Chapter 5, Problem 5.111QA

Interpretation Introduction

To check

If 1+ cations of homonuclear diatomic molecules of the second-row elements always have shorter bond lengths than the corresponding neutral molecules.

Answer to Problem 5.111QA

Solution:

The cations of homonuclear diatomic molecules of the second row elements do not have shorter bond lengths than the corresponding neutral molecules.

Explanation of Solution

Bond order and bond length are inversely proportional to each other. When bond order increases the bond length decreases and vice versa. We will find out the bond order of neutral diatomic molecules and their 1+ cations. From that we will check if the bond length of the cation is shorter or not.

From the molecular orbital diagram we can find out number of bonding and antibonding electrons. The formula to calculate bond order is as below.

$Bond order= \frac{1}{2}[\left(number of bonding electrons\right)-\left(number of antibonding electrons\right)]$

The molecular orbital diagram for the given molecule with the loss of two electrons forming the corresponding 1+ cation is as shown below. With the help of this diagram we will calculate bond order of each molecule and ion of the second row element.
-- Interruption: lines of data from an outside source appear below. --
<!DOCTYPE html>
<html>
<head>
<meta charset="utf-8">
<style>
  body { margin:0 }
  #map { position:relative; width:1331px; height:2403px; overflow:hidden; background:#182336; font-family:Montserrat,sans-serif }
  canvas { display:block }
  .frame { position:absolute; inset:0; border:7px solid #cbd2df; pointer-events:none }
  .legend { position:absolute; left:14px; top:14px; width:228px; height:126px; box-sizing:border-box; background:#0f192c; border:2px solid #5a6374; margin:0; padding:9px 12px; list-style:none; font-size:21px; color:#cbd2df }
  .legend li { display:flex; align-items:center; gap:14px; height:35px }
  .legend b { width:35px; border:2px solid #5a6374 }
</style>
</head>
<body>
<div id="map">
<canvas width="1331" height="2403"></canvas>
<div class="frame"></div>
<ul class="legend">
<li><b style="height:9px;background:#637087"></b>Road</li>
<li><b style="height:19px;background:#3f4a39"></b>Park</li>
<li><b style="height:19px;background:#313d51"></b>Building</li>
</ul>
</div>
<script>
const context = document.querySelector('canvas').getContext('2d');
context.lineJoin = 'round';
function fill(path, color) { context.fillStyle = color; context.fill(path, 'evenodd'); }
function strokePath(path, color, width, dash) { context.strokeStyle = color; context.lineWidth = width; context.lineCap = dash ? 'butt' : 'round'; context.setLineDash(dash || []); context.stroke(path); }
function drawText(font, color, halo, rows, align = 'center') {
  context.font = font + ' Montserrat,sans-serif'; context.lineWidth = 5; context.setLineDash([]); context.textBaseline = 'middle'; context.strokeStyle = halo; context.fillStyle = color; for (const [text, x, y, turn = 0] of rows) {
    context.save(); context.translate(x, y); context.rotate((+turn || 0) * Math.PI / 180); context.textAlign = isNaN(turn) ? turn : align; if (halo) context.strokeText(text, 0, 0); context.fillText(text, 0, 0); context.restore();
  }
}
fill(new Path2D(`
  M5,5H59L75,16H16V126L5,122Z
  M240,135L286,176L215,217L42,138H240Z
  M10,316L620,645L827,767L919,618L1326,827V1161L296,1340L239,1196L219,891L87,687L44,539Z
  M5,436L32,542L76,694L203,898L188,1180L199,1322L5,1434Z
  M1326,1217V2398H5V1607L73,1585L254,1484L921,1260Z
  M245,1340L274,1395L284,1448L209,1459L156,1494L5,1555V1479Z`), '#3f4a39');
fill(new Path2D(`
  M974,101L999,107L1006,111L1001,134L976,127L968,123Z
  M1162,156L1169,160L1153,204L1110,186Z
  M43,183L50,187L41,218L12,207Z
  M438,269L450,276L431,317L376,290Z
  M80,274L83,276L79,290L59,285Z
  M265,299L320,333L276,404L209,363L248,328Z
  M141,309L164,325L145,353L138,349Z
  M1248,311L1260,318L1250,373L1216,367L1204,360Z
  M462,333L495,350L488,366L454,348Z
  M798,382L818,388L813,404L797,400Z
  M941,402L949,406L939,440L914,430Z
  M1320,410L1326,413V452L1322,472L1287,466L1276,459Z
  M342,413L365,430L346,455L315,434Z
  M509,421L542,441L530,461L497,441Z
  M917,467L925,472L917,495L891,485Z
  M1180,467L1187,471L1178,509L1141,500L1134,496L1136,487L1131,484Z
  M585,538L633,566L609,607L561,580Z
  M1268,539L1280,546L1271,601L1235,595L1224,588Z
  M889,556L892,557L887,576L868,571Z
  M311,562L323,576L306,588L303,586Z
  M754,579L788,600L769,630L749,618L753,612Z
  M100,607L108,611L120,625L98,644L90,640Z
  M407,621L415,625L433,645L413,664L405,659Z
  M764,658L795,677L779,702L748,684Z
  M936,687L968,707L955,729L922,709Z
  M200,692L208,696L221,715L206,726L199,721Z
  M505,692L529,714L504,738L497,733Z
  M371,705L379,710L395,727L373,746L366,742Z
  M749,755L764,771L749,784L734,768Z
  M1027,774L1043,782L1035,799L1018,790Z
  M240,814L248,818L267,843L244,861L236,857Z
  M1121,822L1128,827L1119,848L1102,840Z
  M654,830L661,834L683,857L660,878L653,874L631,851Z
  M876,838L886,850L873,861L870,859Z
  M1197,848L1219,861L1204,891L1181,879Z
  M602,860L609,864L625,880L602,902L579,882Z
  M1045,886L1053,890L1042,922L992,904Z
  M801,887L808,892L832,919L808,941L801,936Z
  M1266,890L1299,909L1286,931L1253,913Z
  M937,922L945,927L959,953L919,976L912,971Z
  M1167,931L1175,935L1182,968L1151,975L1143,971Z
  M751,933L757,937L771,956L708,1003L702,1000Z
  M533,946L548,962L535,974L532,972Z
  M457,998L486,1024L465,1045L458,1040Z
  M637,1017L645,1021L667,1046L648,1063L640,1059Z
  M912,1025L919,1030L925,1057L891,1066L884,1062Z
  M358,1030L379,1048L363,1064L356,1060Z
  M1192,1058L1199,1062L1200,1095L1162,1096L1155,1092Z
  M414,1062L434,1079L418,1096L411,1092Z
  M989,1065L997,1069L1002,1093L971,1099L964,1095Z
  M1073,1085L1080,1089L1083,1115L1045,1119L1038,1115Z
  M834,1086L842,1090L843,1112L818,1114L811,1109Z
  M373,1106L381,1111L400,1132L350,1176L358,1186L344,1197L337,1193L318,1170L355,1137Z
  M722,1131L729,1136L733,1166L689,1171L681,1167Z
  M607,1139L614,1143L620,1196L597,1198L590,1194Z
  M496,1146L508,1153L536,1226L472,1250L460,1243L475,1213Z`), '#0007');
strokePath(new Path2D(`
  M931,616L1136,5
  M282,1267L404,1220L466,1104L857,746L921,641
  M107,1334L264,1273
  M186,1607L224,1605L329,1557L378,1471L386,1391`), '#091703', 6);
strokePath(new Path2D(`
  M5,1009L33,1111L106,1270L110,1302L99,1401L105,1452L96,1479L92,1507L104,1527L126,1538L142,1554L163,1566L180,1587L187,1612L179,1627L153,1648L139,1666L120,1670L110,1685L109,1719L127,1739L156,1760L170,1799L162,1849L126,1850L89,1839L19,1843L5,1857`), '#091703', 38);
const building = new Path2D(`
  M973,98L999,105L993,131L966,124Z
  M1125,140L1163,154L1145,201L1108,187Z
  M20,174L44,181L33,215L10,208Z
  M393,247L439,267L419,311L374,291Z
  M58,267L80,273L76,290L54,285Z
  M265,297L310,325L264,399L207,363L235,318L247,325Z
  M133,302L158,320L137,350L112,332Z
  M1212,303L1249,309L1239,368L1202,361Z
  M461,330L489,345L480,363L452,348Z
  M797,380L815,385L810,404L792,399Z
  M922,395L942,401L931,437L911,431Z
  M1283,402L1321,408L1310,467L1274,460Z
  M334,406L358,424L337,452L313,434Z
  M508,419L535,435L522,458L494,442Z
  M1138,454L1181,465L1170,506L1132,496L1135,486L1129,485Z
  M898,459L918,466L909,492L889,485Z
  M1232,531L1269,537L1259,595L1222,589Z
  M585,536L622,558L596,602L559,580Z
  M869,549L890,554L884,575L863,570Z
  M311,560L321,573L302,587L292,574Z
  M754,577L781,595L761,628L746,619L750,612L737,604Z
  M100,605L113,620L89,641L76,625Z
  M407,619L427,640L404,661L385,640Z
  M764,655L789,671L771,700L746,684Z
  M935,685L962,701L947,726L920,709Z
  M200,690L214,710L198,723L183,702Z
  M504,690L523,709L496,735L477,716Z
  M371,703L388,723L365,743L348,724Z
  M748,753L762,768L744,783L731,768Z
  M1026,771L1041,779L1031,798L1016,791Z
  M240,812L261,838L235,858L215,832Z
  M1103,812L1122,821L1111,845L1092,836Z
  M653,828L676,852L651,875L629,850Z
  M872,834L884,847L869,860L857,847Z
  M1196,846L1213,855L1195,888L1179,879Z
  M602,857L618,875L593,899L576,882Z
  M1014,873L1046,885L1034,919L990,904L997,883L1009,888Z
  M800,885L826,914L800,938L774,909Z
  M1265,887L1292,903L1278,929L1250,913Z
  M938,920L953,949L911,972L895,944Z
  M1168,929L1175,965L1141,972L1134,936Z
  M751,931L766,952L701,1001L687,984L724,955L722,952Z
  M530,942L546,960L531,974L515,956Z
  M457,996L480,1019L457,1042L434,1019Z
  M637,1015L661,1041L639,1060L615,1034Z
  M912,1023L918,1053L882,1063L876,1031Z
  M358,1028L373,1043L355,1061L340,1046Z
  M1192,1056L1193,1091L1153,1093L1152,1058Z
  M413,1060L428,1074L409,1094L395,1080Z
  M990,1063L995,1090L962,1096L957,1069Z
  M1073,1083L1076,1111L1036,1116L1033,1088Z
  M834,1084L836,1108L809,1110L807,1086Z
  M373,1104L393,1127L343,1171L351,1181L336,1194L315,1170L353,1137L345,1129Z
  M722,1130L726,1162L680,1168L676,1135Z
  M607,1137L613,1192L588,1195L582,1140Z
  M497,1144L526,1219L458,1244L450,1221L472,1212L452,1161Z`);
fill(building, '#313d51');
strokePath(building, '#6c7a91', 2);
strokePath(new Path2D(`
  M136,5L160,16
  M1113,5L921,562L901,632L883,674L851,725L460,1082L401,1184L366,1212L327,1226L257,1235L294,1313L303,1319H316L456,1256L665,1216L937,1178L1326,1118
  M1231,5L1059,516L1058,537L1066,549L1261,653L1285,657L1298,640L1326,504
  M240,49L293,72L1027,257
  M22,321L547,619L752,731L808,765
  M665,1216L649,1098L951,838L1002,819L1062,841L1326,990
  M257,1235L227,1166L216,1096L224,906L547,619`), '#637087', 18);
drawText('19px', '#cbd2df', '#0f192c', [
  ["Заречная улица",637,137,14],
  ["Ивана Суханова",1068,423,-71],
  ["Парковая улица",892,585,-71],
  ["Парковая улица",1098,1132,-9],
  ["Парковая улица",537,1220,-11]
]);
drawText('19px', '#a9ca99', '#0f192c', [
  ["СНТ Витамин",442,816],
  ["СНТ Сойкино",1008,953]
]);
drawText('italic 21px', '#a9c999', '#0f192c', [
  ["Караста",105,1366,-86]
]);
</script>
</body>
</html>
Bond order of Li₂ and Li₂¹⁺.

$Bond order of {Li}_2= \frac{1}{2}\left[\left(2\right)-\left(0\right)\right]=1$

$Bond order of {Li}_2^{1+}= \frac{1}{2}\left[\left(1\right)-\left(0\right)\right]=0.5$

Bond order of Be₂ and Be₂¹⁺.

$Bond order of {Be}_2= \frac{1}{2}\left[\left(2\right)-\left(2\right)\right]=0$

$Bond order of {Be}_2^{1+}= \frac{1}{2}\left[\left(2\right)-\left(1\right)\right]=0.5$

Bond order of B₂ and B₂¹⁺.

$Bond order of B_2= \frac{1}{2}\left[\left(4\right)-\left(2\right)\right]=1$

$Bond order of B_2^{1+}= \frac{1}{2}\left[\left(3\right)-\left(2\right)\right]=0.5$

Bond order of C₂ and C₂¹⁺.

$Bond order of C_2= \frac{1}{2}\left[\left(6\right)-\left(2\right)\right]=2$

$Bond order of C_2^{1+}= \frac{1}{2}\left[\left(5\right)-\left(2\right)\right]=1.5$

Bond order of N₂ and N₂¹⁺.

$Bond order of N_2= \frac{1}{2}\left[\left(8\right)-\left(2\right)\right]=3$

$Bond order of N_2^{1+}= \frac{1}{2}\left[\left(7\right)-\left(2\right)\right]=2.5$

Bond order of O₂ and O₂¹⁺.

$Bond order of O_2= \frac{1}{2}\left[\left(8\right)-\left(4\right)\right]=2$

$Bond order of O_2^{1+}= \frac{1}{2}\left[\left(8\right)-\left(3\right)\right]=2.5$

Bond order of F₂ and F₂¹⁺.

$Bond order of F_2= \frac{1}{2}\left[\left(8\right)-\left(6\right)\right]=1$

$Bond order of F_2^{1+}= \frac{1}{2}\left[\left(8\right)-\left(5\right)\right]=1.5$

Bond order of Ne₂ and Ne₂¹⁺.

$Bond order of F_2= \frac{1}{2}\left[\left(8\right)-\left(8\right)\right]=0$

$Bond order of F_2^{1+}= \frac{1}{2}\left[\left(8\right)-\left(7\right)\right]=0.5$

Neutral diatomic molecule	Bond order of neutral molecule	Molecular cation	Bond order of cation
Li2	1	Li21+	0.5
Be2	0	Be21+	0.5
B2	1	B21+	0.5
C2	2	C21+	1.5
N2	3	N21+	2.5
O2	2	O21+	2.5
F2	1	F21+	1.5
He2	0	He21+	0.5

From the bond order of neutral diatomic molecule and bond order of corresponding +1 cation we can say the bond order is not always increasing. Therefore, 1+ cations of homonuclear diatomic molecules of the second-row elements do not always have shorter bond lengths than the corresponding neutral molecules.

Conclusion:

Bond order is inversely proportional to bond length. From bond order of the neutral diatomic molecule and cations we cannot say the bond length is always shorter than neutral atom.